The Irish and the Confederate Blockade


Desmond Travers

In the Soldiers & Chiefs Exhibition in Collins Barracks, Dublin, the American Civil War section has a helpful panel which informs us that the majority of the Irish fought on the Union side and this is so. Nevertheless the Irish produced some five generals and forty-four thousand soldiers for the Confederacy, proportionately a better response than in the North. One reason may be that the Irish experienced less prejudice in the South than in the Union.

The photograph of Confederate Soldiers is from the Library of Congress in Washington

One of the naval officers who assisted in the Union’s blockade of the Southern ports was Admiral Alfred Thayer Mahan, son of Prof. Hart Mahan of West Point, who was military adviser to Abraham Lincoln. The Admiral and the Professor were grand-son and son respectively of parents who emigrated from Co Clare in 1800.

Admiral Mahan was later was to write one of the great tracts on naval strategy: “The Influence of Sea Power Upon History”. His theories had a profound influence and gave rise to the expansion of the US Navy to being the most powerful in the world by the beginning of World War II.

Perhaps one of the most extraordinary stories of the Irish in the American Civil War occurred during the blockade.
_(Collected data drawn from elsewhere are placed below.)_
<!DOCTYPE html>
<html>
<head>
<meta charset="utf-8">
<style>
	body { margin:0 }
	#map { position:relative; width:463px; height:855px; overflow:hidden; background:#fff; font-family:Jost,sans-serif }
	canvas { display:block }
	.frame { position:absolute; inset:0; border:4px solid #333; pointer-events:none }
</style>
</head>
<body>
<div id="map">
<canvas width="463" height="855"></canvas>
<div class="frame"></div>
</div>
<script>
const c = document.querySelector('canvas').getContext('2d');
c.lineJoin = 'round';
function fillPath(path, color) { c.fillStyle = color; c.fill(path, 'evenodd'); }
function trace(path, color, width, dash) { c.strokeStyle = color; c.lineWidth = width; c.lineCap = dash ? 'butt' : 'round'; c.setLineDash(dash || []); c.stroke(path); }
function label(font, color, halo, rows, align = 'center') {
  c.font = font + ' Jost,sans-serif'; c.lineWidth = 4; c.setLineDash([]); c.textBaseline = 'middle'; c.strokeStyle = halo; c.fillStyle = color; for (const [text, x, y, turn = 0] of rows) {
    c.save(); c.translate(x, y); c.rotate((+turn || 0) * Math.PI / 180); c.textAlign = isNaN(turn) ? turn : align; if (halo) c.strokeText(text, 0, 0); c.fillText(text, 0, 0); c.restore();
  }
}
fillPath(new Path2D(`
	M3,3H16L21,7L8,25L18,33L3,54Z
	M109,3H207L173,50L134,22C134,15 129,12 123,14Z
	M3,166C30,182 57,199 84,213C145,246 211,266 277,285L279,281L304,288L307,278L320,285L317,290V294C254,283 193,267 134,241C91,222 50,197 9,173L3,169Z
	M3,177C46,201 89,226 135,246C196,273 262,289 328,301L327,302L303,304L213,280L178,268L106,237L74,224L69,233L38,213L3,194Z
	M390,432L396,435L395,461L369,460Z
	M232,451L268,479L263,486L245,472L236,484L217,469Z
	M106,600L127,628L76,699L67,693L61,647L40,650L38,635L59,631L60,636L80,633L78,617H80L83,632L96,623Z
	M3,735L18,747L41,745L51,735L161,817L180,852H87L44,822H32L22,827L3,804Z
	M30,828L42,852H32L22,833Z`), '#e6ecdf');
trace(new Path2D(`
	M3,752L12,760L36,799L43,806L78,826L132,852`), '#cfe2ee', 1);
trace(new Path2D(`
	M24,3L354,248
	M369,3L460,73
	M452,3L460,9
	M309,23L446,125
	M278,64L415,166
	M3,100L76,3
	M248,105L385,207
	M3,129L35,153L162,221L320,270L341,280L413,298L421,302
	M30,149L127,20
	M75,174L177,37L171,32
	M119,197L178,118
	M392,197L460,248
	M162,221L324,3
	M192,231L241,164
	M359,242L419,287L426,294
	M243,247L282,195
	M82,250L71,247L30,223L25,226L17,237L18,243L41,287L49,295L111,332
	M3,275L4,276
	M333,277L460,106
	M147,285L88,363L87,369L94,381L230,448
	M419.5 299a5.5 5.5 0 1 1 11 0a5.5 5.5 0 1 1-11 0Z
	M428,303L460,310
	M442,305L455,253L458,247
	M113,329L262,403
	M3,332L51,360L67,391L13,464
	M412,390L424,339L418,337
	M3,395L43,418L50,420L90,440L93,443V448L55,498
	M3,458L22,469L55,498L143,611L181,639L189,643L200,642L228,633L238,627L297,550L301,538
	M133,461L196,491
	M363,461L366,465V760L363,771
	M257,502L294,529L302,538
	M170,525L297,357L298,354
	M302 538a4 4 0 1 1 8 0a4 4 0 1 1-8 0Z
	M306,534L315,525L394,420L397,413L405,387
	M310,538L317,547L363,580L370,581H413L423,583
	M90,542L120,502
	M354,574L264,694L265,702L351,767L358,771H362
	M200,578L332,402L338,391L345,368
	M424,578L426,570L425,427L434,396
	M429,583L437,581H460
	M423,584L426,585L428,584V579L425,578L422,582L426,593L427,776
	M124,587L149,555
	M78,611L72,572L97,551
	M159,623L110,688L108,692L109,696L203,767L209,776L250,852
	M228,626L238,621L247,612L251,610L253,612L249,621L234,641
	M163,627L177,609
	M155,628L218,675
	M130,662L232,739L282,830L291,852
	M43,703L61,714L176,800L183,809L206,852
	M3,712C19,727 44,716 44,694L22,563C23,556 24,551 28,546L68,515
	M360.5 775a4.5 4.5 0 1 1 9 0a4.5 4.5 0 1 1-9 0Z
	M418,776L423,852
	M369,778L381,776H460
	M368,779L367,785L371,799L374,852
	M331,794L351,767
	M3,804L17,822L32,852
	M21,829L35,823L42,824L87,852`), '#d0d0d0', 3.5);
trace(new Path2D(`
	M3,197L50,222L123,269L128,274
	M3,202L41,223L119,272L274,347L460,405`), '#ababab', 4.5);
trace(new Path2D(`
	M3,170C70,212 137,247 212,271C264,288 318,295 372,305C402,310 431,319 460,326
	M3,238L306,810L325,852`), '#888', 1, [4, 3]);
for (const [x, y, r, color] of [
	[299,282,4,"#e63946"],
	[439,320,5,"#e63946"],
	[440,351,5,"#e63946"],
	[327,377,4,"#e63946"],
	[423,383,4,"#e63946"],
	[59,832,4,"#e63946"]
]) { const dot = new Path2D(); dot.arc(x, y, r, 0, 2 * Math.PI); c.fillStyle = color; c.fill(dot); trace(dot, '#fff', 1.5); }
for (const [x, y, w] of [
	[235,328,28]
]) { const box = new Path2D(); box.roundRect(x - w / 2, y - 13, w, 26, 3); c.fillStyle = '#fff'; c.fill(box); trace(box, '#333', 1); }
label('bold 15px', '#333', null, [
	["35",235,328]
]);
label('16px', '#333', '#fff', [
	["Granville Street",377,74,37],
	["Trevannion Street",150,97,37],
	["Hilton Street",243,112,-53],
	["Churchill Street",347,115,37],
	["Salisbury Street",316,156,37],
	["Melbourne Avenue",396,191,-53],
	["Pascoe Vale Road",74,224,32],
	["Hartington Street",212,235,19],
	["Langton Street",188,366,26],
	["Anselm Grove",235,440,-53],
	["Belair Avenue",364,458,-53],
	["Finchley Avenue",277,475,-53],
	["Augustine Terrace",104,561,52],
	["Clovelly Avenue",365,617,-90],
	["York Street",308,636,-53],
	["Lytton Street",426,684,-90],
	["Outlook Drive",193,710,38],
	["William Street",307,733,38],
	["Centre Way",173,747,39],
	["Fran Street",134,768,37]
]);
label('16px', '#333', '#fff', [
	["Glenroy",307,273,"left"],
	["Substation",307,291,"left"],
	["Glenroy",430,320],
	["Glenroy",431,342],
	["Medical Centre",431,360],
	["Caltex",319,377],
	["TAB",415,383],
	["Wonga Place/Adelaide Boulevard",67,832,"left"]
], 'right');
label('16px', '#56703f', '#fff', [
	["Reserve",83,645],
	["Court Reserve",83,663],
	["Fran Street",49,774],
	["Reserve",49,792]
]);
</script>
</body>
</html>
The blockade was intensified by the Union when it attempted to seize Sabine City, West of Houston. Close to the city near the Gulf of Mexico the Confederacy had established an earthen fort called Fort Griffin. The Fort was manned by a heavy artillery detachment of the Davis Guards.

All Irishmen, the detachment comprised 46 gunners manning six guns and commanded by Lieut. Dick Dowling. Dowling from Tuam, Co Galway had been despatched as a pre-teen to the US. By the time of the Civil War he had become a successful businessman in Houston.

On the 8th Sept 1863, U.S. Navy Lieut Crocker entered the Sabine River with four gunboats, accompanied by eighteen troop transports containing 5,000 Federal infantrymen. The gunboats began firing on the fort as they steamed forward. Under the direction of Dowling the cannoneers emerged to man their guns as the ships came within range.

One shot hit the boiler of the Sachem, which exploded, leaving the gunboat disabled. The Arizona could not pass the Sachem and withdrew from the action. The Clifton pressed on up the channel near the Texas shore until a shot from the fort cut away its tiller rope causing it to run aground. Another projectile struck the boiler of the Clifton forcing its abandonment. The Granite City turned back thus ending the federal assault.

The Davis Guards had fired their six cannon 107 times in thirty-five minutes, a rate of fire was far more rapid than the standard for heavy artillery. Perhaps for this reason it took 36 hours to elapse before the guns were cool enough to be swabbed out! The Confederates captured 300 Union prisoners and two gunboats, the rest of their force having retreated. The Davis Guards, who suffered no casualties during the battle, received the thanks of the Confederate Congress for their victory.